For entertainment content, Indians prefer ad-supported, cost-effective services over paid premium ones. Unsurprisingly so.
The online video-streaming market in India exploded last year with global giants like Netflix and Amazon Prime Video jostling for eyeballs alongside homegrown Hotstar, Voot, Sony LIV and others.
However, not every service has been able to notch up great numbers in an increasingly cluttered space. Netflix, which is out to end cable television or “cut the cord” in the world, has garnered only five million subscribers in India, a study by Counterpoint Research reveals. That is a blip in its 100-plus million-user universe.
Source: Counterpoint Research
Hotstar, on the other hand, boasts of 75 million users and is the leading over-the-top (OTT) player in the country. Prime Video (that comes bundled with Amazon’s Prime service) has 11 million, while Viacom 18-owned Voot and Sony Television’s LIV have 15 million and five million respectively. These make up the top five video-streaming services in India.

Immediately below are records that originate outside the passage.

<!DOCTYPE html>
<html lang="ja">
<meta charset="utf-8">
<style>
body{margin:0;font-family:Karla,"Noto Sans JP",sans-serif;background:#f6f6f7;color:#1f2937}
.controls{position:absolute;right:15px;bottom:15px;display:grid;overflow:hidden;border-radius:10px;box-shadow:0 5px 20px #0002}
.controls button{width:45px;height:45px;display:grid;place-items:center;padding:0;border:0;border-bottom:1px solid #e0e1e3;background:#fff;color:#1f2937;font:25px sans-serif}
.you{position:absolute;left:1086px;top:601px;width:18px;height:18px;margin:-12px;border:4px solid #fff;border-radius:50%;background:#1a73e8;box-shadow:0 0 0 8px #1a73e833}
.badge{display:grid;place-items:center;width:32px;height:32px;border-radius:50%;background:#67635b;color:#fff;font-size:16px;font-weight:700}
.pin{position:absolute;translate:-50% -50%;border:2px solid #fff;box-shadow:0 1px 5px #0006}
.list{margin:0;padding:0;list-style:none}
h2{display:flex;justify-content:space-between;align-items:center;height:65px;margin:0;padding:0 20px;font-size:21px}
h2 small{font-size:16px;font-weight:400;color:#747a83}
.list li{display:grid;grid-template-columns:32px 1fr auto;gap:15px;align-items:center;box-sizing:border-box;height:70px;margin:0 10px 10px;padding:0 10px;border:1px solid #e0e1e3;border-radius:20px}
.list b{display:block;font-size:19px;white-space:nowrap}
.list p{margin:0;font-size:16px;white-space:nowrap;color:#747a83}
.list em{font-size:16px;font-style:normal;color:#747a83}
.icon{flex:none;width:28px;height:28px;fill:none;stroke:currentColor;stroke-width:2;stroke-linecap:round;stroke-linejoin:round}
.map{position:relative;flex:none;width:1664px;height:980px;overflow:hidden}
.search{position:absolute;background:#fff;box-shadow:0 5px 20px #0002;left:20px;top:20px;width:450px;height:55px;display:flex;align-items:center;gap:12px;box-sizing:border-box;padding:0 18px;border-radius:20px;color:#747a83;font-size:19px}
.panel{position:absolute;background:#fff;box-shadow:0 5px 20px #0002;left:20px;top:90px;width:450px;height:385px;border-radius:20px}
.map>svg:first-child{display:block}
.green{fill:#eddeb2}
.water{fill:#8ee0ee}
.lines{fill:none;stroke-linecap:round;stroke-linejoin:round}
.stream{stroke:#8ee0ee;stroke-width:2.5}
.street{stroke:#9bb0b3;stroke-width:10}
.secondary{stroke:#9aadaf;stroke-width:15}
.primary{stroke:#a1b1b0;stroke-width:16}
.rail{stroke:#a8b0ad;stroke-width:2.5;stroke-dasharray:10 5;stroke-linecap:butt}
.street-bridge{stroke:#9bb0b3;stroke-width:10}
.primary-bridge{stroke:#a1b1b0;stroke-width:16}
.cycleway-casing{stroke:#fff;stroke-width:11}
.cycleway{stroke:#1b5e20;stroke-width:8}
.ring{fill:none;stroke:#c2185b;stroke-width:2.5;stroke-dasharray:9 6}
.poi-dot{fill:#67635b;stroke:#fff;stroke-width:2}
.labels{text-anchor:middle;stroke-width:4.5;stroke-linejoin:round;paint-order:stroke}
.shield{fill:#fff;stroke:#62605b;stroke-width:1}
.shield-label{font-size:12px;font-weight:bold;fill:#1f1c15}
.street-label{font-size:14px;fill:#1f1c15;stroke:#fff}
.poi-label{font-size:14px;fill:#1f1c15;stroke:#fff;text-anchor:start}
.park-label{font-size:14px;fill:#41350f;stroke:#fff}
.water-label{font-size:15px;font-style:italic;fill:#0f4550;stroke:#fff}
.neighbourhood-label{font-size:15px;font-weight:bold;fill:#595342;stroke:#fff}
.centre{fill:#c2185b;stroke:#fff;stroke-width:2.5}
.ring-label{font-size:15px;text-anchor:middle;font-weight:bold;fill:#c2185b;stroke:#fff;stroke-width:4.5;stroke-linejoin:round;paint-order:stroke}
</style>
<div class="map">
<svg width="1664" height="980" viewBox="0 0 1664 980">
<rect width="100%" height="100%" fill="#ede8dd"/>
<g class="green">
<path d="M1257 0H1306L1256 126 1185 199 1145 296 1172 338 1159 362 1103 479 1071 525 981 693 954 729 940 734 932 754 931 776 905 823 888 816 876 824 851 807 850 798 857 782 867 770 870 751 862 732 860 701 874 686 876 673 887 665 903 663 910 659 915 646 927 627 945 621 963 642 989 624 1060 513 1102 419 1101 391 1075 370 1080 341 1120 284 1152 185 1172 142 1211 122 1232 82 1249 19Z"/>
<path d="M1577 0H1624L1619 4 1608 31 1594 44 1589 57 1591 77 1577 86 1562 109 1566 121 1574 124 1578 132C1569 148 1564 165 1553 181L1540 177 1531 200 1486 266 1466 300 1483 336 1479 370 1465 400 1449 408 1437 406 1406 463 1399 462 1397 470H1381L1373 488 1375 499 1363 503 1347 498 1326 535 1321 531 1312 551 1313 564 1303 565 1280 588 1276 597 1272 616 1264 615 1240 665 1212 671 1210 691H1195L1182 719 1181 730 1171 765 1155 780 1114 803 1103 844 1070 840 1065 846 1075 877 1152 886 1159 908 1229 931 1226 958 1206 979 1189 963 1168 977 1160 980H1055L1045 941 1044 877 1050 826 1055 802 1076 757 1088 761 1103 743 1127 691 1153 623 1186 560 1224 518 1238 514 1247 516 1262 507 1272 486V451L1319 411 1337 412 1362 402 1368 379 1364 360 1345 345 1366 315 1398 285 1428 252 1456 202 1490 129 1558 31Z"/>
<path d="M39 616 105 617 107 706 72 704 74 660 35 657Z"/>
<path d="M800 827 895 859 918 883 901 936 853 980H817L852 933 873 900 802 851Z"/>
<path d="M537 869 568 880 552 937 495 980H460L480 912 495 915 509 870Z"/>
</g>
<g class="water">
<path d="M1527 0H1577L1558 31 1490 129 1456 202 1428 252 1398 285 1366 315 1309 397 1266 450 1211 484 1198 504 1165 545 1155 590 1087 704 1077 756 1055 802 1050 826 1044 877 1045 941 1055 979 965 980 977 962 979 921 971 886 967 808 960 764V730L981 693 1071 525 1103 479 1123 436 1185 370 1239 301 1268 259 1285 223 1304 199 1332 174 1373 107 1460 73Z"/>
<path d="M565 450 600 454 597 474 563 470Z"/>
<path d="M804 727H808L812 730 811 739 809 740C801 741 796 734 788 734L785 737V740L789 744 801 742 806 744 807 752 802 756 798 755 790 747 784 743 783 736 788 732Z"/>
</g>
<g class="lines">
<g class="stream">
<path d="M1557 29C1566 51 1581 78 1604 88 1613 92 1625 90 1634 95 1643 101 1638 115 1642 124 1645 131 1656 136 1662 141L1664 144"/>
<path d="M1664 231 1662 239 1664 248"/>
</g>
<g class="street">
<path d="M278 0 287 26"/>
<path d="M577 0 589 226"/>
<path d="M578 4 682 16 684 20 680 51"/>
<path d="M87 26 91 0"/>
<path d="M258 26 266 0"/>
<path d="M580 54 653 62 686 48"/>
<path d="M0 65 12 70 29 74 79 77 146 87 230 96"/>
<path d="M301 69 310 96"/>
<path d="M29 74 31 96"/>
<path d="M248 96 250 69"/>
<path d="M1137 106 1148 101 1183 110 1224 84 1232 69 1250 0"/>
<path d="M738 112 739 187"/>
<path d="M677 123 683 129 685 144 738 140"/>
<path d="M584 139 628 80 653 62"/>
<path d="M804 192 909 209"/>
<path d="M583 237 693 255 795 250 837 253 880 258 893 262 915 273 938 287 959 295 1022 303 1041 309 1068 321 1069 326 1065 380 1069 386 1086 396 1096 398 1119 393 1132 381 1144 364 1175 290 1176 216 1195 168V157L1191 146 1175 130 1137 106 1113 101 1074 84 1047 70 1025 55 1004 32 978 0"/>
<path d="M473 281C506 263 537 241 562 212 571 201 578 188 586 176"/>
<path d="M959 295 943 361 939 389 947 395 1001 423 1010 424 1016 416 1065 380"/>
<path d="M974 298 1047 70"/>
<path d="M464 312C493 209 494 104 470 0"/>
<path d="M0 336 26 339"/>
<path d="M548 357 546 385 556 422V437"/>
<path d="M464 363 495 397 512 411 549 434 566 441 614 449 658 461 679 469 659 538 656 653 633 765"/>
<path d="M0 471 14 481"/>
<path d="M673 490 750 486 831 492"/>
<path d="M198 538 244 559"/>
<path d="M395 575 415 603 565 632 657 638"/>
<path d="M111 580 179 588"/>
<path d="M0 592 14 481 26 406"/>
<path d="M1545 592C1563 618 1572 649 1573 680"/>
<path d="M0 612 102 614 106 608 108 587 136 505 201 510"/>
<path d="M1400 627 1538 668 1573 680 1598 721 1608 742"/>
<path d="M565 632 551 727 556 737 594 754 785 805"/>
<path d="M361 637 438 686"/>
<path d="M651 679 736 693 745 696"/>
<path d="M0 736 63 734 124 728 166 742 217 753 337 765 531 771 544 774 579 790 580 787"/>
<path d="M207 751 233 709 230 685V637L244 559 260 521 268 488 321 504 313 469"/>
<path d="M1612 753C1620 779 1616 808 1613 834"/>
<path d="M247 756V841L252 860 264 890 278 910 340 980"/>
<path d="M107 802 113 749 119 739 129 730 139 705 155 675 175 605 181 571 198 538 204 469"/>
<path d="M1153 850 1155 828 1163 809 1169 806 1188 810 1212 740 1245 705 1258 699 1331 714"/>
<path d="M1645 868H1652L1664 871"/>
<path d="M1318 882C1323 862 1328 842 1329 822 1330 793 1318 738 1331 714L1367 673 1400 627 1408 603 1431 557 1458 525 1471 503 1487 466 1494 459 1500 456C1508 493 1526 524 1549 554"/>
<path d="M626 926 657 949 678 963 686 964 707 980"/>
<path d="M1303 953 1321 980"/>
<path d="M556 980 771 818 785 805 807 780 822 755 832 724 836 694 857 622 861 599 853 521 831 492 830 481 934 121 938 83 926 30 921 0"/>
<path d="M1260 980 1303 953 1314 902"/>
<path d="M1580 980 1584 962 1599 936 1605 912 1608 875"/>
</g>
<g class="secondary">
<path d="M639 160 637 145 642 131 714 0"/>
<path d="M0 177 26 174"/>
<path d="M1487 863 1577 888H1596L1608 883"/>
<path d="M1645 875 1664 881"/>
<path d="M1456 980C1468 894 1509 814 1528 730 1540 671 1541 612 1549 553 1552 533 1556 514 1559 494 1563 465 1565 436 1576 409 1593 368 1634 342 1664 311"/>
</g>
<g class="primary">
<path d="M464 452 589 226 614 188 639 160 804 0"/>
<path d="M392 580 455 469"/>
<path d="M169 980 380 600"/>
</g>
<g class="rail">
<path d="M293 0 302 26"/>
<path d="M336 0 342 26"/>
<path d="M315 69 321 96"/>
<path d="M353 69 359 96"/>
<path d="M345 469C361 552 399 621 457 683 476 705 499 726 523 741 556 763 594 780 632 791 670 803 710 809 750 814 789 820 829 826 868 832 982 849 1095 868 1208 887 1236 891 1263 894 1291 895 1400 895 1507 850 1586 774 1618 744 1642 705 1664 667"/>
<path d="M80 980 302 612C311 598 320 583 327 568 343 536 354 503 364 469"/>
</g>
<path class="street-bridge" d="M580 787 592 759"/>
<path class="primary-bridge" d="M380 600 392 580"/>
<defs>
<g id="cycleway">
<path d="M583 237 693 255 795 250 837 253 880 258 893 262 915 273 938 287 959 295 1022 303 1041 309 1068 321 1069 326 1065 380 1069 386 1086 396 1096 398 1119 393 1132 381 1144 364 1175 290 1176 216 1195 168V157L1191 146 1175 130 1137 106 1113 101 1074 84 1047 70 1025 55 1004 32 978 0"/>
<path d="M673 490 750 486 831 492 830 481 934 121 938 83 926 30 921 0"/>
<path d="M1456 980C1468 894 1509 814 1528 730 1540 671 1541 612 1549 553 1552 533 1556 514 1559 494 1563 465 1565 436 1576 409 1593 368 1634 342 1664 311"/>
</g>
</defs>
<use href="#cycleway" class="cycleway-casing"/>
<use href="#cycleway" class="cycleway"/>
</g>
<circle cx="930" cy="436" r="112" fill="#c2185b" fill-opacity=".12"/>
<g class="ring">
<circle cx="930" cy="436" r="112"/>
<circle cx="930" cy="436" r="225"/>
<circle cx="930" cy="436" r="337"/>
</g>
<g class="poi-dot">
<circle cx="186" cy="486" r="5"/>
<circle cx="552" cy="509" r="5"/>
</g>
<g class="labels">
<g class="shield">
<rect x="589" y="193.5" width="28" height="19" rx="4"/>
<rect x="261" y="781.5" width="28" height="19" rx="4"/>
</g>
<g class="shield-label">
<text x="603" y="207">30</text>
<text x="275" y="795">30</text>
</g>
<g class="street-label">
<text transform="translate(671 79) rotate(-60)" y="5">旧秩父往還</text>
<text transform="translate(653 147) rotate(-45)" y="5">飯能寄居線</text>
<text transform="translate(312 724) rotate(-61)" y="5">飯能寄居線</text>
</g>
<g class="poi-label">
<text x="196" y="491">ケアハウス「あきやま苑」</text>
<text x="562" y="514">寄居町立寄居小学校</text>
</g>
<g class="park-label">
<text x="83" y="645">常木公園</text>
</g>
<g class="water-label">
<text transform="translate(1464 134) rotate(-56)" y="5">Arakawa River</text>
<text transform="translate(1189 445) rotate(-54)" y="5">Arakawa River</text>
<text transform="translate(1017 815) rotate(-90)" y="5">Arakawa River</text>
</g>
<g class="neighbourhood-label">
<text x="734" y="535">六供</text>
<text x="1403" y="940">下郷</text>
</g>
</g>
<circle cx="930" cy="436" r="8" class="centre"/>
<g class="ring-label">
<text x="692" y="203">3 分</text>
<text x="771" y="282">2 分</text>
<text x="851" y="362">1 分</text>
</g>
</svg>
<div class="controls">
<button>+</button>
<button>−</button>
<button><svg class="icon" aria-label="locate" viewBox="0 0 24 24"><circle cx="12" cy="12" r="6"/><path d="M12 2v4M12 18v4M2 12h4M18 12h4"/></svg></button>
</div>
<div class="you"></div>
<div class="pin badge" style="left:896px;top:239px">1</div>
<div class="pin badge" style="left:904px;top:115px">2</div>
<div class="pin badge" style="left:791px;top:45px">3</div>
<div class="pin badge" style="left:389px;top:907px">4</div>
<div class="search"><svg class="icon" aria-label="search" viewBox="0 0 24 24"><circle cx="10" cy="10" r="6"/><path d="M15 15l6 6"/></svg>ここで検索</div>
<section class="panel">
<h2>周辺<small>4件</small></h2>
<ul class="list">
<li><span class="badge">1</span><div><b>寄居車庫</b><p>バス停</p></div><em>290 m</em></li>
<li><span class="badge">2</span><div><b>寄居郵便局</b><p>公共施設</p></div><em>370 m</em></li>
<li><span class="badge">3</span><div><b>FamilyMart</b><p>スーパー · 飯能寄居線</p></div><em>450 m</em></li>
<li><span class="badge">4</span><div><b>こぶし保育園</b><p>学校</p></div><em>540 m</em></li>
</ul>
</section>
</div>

In just a year of Netflix and Prime Video’s existence here, the market seems to have witnessed a segmentation between ‘premium’ and ‘mass’ offerings. Netflix is clearly premium, both in pricing as well as its HD-4K video offering. Hotstar is the mass favourite, riding on a robust bouquet of Indian language shows and films, and the most important cog in the wheel -- live sport. Amazon Prime Video lies somewhere in between with a moderately priced subscription plan (Rs 499/per year until recently). Voot is entirely advertising-driven, while Hotstar and Sony Liv operate on the freemium (part-free and part-paid) model.
In fact, Netflix is in the fifth spot (after Hotstar, Voot, Prime Video, and Sony LIV) in the pecking order, primarily because of its steep pricing and limited local content. The most basic Netflix plan is for Rs 500 a month and it allows you to stream on one device only. In comparison, a Hotstar monthly subscription is available at Rs 199, while Amazon’s 499-a-year plan bundles free shipping of goods, one-day deliveries, and Prime shopping benefits along with a full-fledged video-streaming service. No surprises then in what price-sensitive Indian consumers opt for.
“So far, Netflix has focused on pushing its global content such as House of Cards, Orange is the New Black, Master of None, Stranger Things, Narcos, Daredevil, etc., to Indian subscribers. While it has made significant progress in adding regional content, it still has a lot of ground to make up for competitors. Players such as Hotstar and Voot have higher access to Star India and Viacom 18 media libraries. It, therefore, makes more sense for them to leverage their strength to penetrate the Indian market,” Hanish Bhatia, Senior Analyst at Counterpoint Research, stated.
The report further reveals that Indians largely prefer free, ad-supported networks as opposed to the West’s focus on high-quality, uninterrupted, ad-free viewing. Hence, out of Hotstar’s 75 million, less than five percent are paid subscribers while the rest are free hoarders with limited access to the content library. However, Hotstar continues to enjoy massive viewership riding on live cricket.
In IPL, one of the most lucrative sporting properties in the world, Hotstar records 2.8-3 million concurrent users. And IPL is free viewing. So are all other India cricket matches streaming on the platform. Hence, the ‘need’ to upgrade to a paid plan might not exist for several viewers.
For Netflix too, only about 6-8 percent are paid subscribers. It implies that most users sign up for the first free month and then cancel their subscriptions before they can be charged. For Amazon though, all 11 million are paid subscribers since they have to pay for the overall Prime service in order to access the online video (and soon-to-be-launched music) library.
Competition in the space will intensify going ahead as more channels and production houses launch their own streaming services. But the opportunity to grow will skyrocket as well as millions of Indians will take to video-streaming services for the first time riding on improved connectivity and the affordable smartphone revolution. Counterpoint estimates that the market currently valued at $280 million will grow at 35 percent year-on-year. The show has just begun!